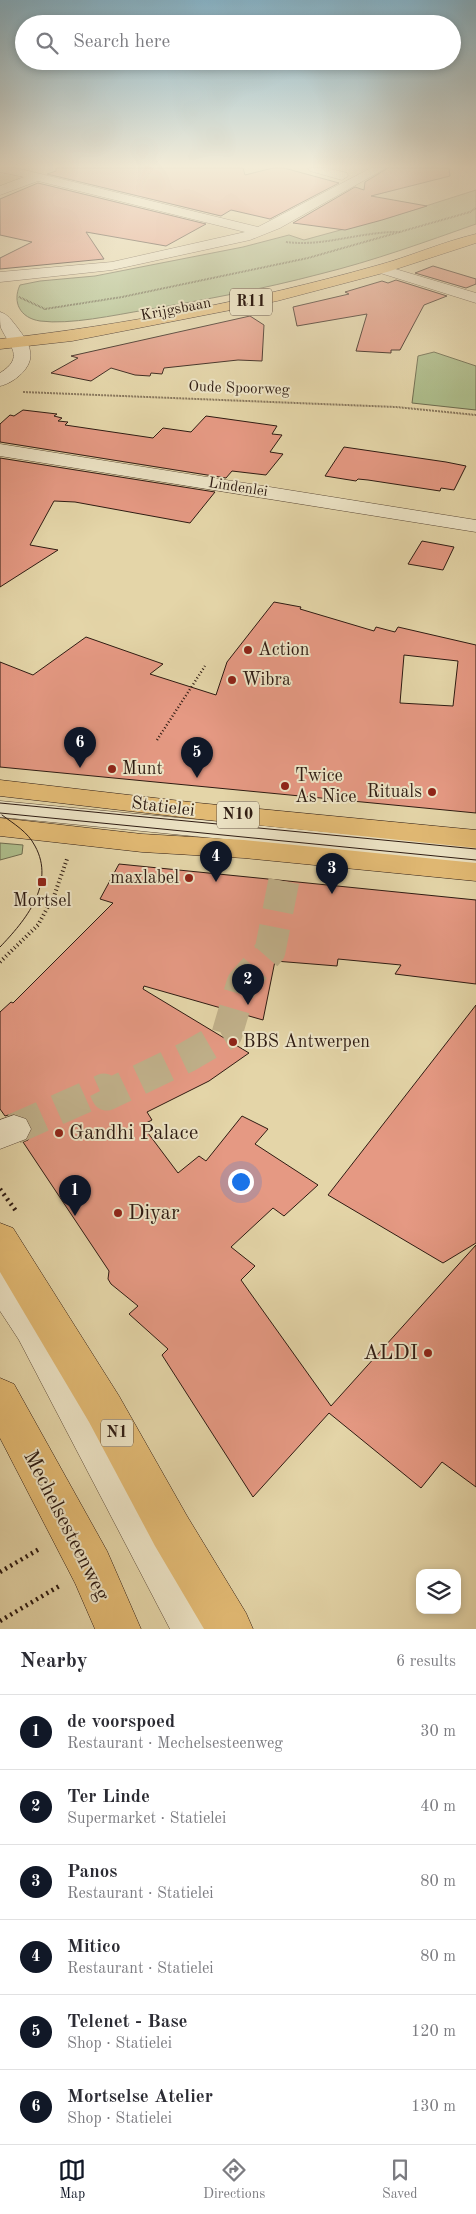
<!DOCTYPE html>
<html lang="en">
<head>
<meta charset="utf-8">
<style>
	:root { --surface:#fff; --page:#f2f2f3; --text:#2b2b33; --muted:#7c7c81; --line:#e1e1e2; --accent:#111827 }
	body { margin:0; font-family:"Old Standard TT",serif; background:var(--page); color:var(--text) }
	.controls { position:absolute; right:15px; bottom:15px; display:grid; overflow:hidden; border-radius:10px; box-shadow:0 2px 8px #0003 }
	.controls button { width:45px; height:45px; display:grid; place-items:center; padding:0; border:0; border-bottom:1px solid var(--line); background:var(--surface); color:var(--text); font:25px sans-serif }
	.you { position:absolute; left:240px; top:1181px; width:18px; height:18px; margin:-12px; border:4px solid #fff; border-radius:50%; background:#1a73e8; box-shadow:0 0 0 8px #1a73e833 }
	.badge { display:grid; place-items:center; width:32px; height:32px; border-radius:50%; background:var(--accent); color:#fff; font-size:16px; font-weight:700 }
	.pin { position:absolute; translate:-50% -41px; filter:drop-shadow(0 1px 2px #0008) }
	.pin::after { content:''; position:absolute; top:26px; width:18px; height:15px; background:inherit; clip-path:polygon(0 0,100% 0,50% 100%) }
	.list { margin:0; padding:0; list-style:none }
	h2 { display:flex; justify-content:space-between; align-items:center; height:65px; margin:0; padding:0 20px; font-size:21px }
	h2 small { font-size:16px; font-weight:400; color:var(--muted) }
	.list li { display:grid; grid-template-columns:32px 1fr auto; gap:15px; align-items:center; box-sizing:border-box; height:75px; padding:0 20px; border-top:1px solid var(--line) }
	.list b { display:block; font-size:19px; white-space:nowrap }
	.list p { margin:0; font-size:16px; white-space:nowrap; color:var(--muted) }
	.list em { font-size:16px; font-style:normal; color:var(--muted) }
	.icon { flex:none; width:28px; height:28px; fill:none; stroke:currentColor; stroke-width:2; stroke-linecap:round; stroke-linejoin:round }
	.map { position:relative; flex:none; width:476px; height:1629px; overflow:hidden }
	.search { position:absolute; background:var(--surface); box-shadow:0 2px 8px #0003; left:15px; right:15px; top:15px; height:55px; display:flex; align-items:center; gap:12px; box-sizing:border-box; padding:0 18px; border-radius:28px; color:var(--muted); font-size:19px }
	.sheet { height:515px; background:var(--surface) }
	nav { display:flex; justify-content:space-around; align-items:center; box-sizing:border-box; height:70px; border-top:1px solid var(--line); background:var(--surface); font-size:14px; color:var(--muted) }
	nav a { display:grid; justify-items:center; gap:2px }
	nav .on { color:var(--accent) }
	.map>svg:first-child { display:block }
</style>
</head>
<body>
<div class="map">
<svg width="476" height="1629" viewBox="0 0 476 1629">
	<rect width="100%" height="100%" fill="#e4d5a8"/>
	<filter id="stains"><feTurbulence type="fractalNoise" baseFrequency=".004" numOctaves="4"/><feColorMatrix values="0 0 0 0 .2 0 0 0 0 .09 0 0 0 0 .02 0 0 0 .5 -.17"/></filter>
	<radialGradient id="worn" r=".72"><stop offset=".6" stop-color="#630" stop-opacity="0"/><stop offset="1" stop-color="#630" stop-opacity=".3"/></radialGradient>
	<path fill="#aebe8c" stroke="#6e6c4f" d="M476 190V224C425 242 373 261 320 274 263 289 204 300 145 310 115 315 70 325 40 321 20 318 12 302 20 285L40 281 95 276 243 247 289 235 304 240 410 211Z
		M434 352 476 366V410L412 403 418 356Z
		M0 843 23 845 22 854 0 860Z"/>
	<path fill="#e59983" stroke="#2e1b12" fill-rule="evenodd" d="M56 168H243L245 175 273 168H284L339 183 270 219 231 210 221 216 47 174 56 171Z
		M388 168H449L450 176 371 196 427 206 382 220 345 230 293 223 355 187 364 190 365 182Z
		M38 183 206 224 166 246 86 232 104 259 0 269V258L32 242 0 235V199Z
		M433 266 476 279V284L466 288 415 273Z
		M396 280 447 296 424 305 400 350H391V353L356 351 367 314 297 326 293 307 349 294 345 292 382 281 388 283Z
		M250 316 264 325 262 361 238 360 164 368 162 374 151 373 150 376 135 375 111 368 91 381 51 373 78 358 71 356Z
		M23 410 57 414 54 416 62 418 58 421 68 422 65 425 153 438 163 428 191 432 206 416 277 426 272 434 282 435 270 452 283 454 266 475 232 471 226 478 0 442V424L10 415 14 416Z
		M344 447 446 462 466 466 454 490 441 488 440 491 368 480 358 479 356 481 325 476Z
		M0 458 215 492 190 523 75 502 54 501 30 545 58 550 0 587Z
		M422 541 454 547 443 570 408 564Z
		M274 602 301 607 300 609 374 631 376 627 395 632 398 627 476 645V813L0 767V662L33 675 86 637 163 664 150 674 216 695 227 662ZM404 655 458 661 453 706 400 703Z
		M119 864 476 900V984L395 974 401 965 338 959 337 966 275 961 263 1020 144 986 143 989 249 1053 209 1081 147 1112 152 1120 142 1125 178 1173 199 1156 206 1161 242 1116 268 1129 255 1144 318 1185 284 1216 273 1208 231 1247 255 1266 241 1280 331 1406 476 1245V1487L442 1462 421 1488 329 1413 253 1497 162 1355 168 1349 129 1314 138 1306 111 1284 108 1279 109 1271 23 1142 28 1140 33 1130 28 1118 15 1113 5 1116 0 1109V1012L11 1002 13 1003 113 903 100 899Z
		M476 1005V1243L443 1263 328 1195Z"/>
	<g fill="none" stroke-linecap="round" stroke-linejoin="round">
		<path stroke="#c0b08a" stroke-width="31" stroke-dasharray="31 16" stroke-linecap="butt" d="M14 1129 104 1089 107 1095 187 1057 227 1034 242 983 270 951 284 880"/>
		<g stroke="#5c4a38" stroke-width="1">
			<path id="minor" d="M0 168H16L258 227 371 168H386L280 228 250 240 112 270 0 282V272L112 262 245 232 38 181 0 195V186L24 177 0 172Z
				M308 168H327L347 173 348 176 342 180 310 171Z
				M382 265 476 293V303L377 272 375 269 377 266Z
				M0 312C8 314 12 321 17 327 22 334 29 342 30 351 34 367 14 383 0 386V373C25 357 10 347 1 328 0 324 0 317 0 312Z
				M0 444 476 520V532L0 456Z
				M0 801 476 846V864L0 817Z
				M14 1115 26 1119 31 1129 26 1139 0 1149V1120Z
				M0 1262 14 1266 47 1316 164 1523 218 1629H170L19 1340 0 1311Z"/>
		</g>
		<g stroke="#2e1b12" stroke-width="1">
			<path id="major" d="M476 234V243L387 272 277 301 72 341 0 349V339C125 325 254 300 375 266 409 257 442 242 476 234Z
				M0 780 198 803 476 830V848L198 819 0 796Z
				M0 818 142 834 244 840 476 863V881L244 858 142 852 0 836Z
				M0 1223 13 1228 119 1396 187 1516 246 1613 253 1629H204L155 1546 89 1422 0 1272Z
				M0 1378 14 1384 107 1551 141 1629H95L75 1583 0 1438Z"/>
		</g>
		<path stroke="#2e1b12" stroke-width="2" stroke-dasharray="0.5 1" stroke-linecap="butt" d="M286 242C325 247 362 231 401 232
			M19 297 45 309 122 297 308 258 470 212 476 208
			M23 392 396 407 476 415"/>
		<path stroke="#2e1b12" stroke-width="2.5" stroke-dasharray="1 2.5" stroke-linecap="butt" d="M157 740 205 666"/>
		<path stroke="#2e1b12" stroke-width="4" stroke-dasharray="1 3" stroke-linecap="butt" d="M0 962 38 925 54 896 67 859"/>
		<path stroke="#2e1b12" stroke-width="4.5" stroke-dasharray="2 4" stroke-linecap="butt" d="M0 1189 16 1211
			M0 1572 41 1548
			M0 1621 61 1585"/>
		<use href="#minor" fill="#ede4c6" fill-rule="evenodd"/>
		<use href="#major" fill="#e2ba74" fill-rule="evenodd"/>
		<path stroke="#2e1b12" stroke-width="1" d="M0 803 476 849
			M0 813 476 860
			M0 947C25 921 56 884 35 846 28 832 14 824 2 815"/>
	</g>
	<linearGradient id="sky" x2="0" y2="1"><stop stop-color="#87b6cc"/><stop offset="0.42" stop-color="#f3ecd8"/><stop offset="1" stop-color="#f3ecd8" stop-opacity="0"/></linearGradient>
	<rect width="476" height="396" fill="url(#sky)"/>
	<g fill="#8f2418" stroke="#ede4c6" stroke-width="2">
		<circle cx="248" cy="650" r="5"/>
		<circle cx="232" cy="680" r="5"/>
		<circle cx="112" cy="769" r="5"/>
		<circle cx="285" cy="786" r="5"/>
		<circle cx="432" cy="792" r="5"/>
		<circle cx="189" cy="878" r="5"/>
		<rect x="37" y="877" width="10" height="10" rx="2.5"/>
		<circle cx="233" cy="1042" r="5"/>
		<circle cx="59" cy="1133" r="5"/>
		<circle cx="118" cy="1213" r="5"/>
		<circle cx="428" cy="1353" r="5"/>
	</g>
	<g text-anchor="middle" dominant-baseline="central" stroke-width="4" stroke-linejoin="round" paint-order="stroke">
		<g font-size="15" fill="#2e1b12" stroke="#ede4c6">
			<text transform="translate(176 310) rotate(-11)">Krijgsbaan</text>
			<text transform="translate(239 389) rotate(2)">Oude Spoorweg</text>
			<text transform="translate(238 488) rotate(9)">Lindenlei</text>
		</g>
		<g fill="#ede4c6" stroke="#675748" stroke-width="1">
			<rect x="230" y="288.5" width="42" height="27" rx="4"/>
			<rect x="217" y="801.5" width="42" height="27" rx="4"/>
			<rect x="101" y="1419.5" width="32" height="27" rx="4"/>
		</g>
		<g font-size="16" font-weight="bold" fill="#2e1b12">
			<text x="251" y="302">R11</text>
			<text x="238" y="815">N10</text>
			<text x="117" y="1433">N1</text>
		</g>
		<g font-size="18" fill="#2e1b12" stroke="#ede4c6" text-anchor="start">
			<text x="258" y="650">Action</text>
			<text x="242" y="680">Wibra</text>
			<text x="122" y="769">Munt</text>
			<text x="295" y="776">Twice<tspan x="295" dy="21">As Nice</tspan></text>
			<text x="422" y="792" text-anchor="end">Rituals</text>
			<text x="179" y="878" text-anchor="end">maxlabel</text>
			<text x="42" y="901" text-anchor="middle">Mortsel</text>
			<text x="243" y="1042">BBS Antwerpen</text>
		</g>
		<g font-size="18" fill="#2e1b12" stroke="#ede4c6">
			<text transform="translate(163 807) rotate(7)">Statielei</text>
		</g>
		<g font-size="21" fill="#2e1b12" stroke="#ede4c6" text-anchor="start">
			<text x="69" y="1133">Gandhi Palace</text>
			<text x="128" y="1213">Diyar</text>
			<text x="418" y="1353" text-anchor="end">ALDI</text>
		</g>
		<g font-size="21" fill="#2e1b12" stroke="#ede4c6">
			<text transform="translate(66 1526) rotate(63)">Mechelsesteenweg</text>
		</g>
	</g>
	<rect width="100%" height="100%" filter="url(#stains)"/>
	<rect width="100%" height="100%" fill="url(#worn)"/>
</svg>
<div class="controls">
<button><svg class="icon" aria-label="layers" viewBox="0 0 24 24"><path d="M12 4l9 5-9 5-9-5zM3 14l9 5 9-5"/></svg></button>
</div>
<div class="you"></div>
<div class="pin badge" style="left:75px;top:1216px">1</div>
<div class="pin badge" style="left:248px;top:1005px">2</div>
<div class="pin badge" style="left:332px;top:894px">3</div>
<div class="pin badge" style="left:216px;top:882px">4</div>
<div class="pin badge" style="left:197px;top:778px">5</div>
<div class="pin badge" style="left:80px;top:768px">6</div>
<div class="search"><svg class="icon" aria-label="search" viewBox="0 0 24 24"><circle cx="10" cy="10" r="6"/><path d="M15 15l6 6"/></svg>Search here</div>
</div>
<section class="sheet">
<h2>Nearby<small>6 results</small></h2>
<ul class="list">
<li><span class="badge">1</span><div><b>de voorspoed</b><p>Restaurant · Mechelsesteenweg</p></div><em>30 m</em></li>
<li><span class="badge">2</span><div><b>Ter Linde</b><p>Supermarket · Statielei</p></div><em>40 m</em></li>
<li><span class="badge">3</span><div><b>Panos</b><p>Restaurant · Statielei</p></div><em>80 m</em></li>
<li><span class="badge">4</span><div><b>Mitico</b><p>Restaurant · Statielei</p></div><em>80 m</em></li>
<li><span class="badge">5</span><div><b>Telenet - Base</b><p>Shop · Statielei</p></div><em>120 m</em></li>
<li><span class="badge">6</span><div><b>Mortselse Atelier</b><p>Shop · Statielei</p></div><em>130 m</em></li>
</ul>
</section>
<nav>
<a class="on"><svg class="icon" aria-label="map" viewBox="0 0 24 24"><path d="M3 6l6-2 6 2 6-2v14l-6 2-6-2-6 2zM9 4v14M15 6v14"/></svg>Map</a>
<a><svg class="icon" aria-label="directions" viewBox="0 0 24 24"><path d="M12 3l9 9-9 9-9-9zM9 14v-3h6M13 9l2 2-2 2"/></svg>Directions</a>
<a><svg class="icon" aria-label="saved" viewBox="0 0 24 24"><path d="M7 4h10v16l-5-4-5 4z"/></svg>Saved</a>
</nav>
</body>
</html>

* [WHAT YOU ARE ASKED TO DO]: The answer is the lines above between the line holding "M396 280 447" and the line holding "M0 818 142 834", inclusive, each written out exactly, and no others.

* [EXPECTED ANSWER]:
		M396 280 447 296 424 305 400 350H391V353L356 351 367 314 297 326 293 307 349 294 345 292 382 281 388 283Z
		M250 316 264 325 262 361 238 360 164 368 162 374 151 373 150 376 135 375 111 368 91 381 51 373 78 358 71 356Z
		M23 410 57 414 54 416 62 418 58 421 68 422 65 425 153 438 163 428 191 432 206 416 277 426 272 434 282 435 270 452 283 454 266 475 232 471 226 478 0 442V424L10 415 14 416Z
		M344 447 446 462 466 466 454 490 441 488 440 491 368 480 358 479 356 481 325 476Z
		M0 458 215 492 190 523 75 502 54 501 30 545 58 550 0 587Z
		M422 541 454 547 443 570 408 564Z
		M274 602 301 607 300 609 374 631 376 627 395 632 398 627 476 645V813L0 767V662L33 675 86 637 163 664 150 674 216 695 227 662ZM404 655 458 661 453 706 400 703Z
		M119 864 476 900V984L395 974 401 965 338 959 337 966 275 961 263 1020 144 986 143 989 249 1053 209 1081 147 1112 152 1120 142 1125 178 1173 199 1156 206 1161 242 1116 268 1129 255 1144 318 1185 284 1216 273 1208 231 1247 255 1266 241 1280 331 1406 476 1245V1487L442 1462 421 1488 329 1413 253 1497 162 1355 168 1349 129 1314 138 1306 111 1284 108 1279 109 1271 23 1142 28 1140 33 1130 28 1118 15 1113 5 1116 0 1109V1012L11 1002 13 1003 113 903 100 899Z
		M476 1005V1243L443 1263 328 1195Z"/>
	<g fill="none" stroke-linecap="round" stroke-linejoin="round">
		<path stroke="#c0b08a" stroke-width="31" stroke-dasharray="31 16" stroke-linecap="butt" d="M14 1129 104 1089 107 1095 187 1057 227 1034 242 983 270 951 284 880"/>
		<g stroke="#5c4a38" stroke-width="1">
			<path id="minor" d="M0 168H16L258 227 371 168H386L280 228 250 240 112 270 0 282V272L112 262 245 232 38 181 0 195V186L24 177 0 172Z
				M308 168H327L347 173 348 176 342 180 310 171Z
				M382 265 476 293V303L377 272 375 269 377 266Z
				M0 312C8 314 12 321 17 327 22 334 29 342 30 351 34 367 14 383 0 386V373C25 357 10 347 1 328 0 324 0 317 0 312Z
				M0 444 476 520V532L0 456Z
				M0 801 476 846V864L0 817Z
				M14 1115 26 1119 31 1129 26 1139 0 1149V1120Z
				M0 1262 14 1266 47 1316 164 1523 218 1629H170L19 1340 0 1311Z"/>
		</g>
		<g stroke="#2e1b12" stroke-width="1">
			<path id="major" d="M476 234V243L387 272 277 301 72 341 0 349V339C125 325 254 300 375 266 409 257 442 242 476 234Z
				M0 780 198 803 476 830V848L198 819 0 796Z
				M0 818 142 834 244 840 476 863V881L244 858 142 852 0 836Z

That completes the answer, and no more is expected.